Le prochain match du Cameroun contre l’Algérie comptera peut-être pour du beurre, puisque le pays des Lions est déjà éliminé de la course pour Coupe du monde 2018 en Russie. Même sans enjeu réel, la rencontre se joue déjà dans la rue et surtout à travers les réseaux sociaux mis en ébullition après la récente sortie médiatique du sélectionneur Hugo Broos justifiant l’absence de certains joueurs, notamment Eric Choupo Moting et Karl Toko Ekambi.
La riposte de ce dernier traitant de « mensongers » les propos du coach à son endroit, n’est qu’une goutte d’huile de plus sur le feu qui couvait sous la cendre.
La situation n’est pas nouvelle car à chaque fois que s’approche l’échéance d’un match plus ou moins important à disputer par les Lions, les spéculations reprennent de plus belle quant à l’identité, au parcours, à la forme du moment des joueurs convoqués, l’attention des médias étant aussi focalisée sur les déclarations de l’entraineur principal à propos des choix opérés. D’aucuns pourraient même s’offusquer de la curiosité suspecte de certains médias toujours prompts à scruter le moindre indice pour étayer leurs soupçons. Dans ce domaine, nous n’inventons pas la roue, hélas. Sous tous les cieux, les techniciens en charge de l’équipe nationale sont soumis à une espèce d’interrogatoire permanent ou cyclique, pour connaitre leurs méthodes de travail et justifier au cas échéant leurs choix. Sans doute par souci de transparence et pour éviter certains non-dits lourds de conséquences.
Communication à problème
En matière de communication, le sélectionneur principal des Lions indomptables a visiblement encore du chemin à faire. C’est connu de tous les étudiants en journalisme : communiquer c’est transmettre un message entre un émetteur et un récepteur. Pour être bien reçu par sa cible et obtenir en retour une bonne réaction, le message doit être bien conçu à l’origine et être bien transmis par la suite pour éviter que la parole ne finisse par trahir la pensée.
Selon les spécialistes de la question, la qualité première d’un message c’est la clarté qui exclut toute équivoque, toute fausse interprétation. Au sein des Lions, les cas de déclarations émanant du staff technique et battues en brèche plus tard par leurs destinataires présumés sont légion, donnant du coup l’impression que l’artifice et la duplicité sont érigés en règle. Impression d’autant plus persistante que l’accumulation des « affaires » en sélection nationale trahit un double déficit communicationnel et relationnel que l’on croyait en voie de disparition depuis la CAN 2017.
Hugo Broos a une envie certaine de communiquer, ne serait-ce que pour dissiper toutes ces rumeurs distillées ici et là. Mais on a l’impression que sa manière de transmettre le message va au-delà de ses convictions profondes. On l’a entendu maintes fois justifier la convocation ou l’absence de tel ou tel élément, rendre public le contenu des conversations tenues avec tel ou tel joueur dans un cadre strictement privé, etc. Dans la plupart des cas, sa version des faits est rarement confirmée par les mis en cause. Une telle situation qui tend à perdurer fait en sorte que toute déclaration du coach des Lions est désormais suivie à la loupe, passée au crible pour y déceler d’éventuelles incongruités. Ce qui en rajoute à la controverse qui s’installe dans l’opinion à chaque fois qu’une nouvelle liste des Lions est publiée, créant une incroyable cacophonie entre le coach et certaines valeurs sûres laissées de côté sans motif valable (selon eux).
Des exemples sont légion.

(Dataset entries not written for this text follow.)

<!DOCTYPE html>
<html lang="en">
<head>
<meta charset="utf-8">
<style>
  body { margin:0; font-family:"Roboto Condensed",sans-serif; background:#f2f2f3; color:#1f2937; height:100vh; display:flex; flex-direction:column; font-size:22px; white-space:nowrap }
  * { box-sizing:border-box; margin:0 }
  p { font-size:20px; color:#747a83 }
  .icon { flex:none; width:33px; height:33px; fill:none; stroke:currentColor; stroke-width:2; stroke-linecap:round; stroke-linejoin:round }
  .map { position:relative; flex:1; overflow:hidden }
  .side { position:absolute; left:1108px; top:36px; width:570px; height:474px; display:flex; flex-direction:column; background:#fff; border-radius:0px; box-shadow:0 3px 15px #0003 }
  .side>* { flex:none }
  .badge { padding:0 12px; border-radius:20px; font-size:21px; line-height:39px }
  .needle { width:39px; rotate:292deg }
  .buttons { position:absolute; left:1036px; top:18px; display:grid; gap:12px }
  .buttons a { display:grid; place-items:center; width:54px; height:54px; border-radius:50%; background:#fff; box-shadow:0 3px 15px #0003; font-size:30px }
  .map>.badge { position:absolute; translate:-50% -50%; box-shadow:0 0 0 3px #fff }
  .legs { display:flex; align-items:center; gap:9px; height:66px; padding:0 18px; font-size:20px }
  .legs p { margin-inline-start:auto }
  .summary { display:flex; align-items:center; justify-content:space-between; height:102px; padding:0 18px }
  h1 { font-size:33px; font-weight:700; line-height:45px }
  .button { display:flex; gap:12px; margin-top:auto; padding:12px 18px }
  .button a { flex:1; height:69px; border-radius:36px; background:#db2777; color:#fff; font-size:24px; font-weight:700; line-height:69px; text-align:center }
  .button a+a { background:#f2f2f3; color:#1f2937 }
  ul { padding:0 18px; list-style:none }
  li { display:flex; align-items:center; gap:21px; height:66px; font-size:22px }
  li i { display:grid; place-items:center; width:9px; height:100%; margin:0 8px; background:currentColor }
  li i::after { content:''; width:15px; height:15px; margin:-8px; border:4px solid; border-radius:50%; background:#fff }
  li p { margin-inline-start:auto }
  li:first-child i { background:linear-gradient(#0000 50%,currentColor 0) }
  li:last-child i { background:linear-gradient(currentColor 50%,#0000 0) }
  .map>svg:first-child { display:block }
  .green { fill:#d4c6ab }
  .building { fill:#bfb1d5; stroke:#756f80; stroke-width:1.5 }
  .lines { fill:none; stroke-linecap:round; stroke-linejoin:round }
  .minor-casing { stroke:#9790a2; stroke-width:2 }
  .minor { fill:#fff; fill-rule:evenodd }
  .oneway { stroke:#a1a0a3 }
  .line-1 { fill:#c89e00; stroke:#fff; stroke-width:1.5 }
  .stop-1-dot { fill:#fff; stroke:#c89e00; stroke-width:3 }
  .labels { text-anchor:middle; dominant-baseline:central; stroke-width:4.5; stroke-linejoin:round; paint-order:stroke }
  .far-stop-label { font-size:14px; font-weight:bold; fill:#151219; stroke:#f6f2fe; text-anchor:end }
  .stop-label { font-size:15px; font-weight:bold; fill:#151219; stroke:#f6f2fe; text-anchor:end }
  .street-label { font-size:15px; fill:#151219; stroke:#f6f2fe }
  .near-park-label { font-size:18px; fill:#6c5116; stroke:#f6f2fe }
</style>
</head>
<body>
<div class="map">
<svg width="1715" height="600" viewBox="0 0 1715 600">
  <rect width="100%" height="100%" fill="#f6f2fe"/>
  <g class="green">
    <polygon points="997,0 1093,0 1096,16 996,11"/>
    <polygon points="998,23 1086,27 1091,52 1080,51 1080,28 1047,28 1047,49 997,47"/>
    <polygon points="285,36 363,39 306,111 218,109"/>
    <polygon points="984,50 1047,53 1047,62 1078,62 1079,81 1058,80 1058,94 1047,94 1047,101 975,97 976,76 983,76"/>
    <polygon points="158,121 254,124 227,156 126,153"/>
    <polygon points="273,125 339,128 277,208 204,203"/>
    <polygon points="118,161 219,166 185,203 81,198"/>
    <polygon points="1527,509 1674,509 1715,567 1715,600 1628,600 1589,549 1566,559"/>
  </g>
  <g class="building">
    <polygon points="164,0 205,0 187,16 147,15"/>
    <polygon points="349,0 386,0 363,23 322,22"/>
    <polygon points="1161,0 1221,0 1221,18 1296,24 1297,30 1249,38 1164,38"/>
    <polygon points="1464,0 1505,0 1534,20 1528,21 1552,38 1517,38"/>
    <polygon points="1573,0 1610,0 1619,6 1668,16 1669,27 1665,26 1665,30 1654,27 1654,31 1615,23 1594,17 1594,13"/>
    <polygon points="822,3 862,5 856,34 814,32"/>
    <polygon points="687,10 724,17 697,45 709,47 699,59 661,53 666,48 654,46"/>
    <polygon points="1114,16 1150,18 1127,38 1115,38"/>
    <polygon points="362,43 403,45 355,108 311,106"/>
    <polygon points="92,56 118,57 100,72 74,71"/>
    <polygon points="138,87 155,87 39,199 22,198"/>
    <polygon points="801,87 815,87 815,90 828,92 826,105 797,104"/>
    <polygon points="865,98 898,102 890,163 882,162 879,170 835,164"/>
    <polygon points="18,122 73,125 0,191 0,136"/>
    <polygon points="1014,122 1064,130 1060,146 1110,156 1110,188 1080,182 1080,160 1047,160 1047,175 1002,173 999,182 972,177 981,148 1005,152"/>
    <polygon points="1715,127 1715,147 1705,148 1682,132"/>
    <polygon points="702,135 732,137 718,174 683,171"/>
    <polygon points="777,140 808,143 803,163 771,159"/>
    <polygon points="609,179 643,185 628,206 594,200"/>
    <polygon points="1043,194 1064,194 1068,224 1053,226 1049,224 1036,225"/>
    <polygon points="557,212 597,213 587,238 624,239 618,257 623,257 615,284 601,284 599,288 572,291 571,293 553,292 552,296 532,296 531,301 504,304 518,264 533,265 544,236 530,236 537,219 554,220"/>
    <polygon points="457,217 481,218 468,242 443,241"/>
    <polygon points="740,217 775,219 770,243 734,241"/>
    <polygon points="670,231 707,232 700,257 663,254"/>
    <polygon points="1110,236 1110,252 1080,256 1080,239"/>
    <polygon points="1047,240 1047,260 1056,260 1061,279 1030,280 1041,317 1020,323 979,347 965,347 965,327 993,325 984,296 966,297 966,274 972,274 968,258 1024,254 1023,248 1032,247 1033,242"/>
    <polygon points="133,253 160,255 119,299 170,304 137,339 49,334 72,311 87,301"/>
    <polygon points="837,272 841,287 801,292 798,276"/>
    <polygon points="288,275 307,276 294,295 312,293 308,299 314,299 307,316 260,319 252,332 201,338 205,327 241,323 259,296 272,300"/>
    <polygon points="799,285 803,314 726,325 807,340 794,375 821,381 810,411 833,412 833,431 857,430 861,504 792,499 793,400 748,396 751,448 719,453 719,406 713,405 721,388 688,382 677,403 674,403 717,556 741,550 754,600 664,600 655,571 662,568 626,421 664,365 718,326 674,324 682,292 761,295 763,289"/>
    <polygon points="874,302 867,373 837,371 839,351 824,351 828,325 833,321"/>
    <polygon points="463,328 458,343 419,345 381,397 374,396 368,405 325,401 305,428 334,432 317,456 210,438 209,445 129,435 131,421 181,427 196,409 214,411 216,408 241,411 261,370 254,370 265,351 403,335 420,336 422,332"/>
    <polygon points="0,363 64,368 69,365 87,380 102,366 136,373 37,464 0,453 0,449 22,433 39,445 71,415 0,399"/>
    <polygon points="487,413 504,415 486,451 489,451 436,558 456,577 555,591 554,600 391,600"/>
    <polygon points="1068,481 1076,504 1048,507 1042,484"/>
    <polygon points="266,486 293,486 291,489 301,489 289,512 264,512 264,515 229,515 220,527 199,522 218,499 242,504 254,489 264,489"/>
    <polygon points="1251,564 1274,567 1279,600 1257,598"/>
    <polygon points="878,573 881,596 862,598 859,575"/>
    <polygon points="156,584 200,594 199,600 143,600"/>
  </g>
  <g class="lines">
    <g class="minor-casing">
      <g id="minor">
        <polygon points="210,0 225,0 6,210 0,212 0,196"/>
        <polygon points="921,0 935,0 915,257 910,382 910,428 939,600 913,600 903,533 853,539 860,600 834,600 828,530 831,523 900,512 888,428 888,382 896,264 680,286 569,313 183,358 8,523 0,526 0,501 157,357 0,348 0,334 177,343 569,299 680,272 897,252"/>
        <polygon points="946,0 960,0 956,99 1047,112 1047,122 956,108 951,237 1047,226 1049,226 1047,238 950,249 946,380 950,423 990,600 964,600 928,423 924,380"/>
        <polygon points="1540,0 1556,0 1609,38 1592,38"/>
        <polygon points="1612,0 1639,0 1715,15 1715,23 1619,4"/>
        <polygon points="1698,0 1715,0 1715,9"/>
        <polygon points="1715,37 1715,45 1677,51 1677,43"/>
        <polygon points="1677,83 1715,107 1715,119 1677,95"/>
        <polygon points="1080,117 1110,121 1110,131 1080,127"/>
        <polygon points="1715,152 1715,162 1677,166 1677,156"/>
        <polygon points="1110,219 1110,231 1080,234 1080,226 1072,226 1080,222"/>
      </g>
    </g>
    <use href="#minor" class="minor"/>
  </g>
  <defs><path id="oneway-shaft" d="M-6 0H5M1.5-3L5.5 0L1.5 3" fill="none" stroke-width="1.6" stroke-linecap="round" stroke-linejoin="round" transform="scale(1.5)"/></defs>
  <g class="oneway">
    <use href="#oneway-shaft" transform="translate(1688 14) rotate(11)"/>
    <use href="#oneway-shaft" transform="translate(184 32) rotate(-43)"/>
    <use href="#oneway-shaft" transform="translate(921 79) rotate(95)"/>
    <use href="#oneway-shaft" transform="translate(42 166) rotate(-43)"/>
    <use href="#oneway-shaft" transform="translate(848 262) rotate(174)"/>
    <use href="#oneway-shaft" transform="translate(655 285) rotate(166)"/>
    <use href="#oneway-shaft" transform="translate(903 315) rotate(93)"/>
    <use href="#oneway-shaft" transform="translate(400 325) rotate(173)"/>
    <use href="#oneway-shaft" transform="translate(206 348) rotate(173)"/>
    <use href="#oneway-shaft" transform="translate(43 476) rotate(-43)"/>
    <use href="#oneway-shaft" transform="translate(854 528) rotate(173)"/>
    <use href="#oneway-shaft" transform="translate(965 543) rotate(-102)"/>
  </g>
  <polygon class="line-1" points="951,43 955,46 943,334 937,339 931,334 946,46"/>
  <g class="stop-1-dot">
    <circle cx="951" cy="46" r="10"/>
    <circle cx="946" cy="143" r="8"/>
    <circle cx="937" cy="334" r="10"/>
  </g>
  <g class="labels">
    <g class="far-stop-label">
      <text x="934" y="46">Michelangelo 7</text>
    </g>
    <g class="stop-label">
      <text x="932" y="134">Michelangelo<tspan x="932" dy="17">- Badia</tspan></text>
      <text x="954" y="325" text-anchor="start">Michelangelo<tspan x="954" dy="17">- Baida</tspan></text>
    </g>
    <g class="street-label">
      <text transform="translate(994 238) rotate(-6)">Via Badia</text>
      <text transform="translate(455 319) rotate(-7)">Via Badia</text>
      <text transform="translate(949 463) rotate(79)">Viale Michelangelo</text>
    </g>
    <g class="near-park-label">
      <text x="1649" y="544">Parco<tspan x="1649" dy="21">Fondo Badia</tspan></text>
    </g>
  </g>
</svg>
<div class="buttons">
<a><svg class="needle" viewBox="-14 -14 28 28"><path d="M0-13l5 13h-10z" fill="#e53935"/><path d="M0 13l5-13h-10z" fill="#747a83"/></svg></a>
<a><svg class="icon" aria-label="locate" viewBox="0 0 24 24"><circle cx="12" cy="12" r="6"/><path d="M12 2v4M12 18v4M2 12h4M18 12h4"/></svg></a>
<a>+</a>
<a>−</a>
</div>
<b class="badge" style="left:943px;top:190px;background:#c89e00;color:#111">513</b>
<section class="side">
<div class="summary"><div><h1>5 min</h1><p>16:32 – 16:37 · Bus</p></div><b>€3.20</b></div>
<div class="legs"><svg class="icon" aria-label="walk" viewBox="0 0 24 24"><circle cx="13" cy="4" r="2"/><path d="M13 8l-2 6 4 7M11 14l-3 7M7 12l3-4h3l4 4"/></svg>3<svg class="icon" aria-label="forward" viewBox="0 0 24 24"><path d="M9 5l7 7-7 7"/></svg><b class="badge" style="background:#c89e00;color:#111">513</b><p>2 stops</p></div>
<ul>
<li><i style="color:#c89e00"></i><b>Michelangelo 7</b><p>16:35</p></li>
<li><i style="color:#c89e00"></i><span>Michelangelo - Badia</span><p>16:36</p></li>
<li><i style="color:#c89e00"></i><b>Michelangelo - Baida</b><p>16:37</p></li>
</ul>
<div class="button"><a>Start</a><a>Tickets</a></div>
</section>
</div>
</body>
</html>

Hier, c’était le « cas Kameni » qui aurait évoqué une maladie imaginaire pour déroger à une convocation par défaut. Ensuite, ce fut les « affaires » Matip et Choupo Moting, deux joueurs longtemps courtisés par la grande Mannschaft mais qui ont fait le choix de la mère-patrie avant de se voir reléguer sur le banc des réservistes, puis accusés d’un manque de patriotisme. Puis ce fut le « cas Onana » qui estimait ingrat son rôle de doublure à un gardien réserviste en club, avant de claquer la porte. Le « cas Nkoulou » et le « cas Oyongo Bitolo » ont aussi fait des vagues en leur temps. Dernier en date, le « cas Toko Ekambi » est révélateur d’une espèce de paranoïa qui semble s’emparer des uns et des autres, amplifiant une fameuse théorie du complot plus ou moins réelle.
Depuis la Coupe des confédérations, l’apparition d’autres « cas » comme Bassogog et Aboubakar portent les germes d’une déstabilisation future. Vertement pris à partie par le coach, ces deux éléments du dispositif offensif semblent en sursis. Mais visiblement ce n’est que partie remise.
Jean Marie NZEKOUE, Editorialiste, auteur de « L’aventure mondiale du football africain », L’Harmattan, 2010.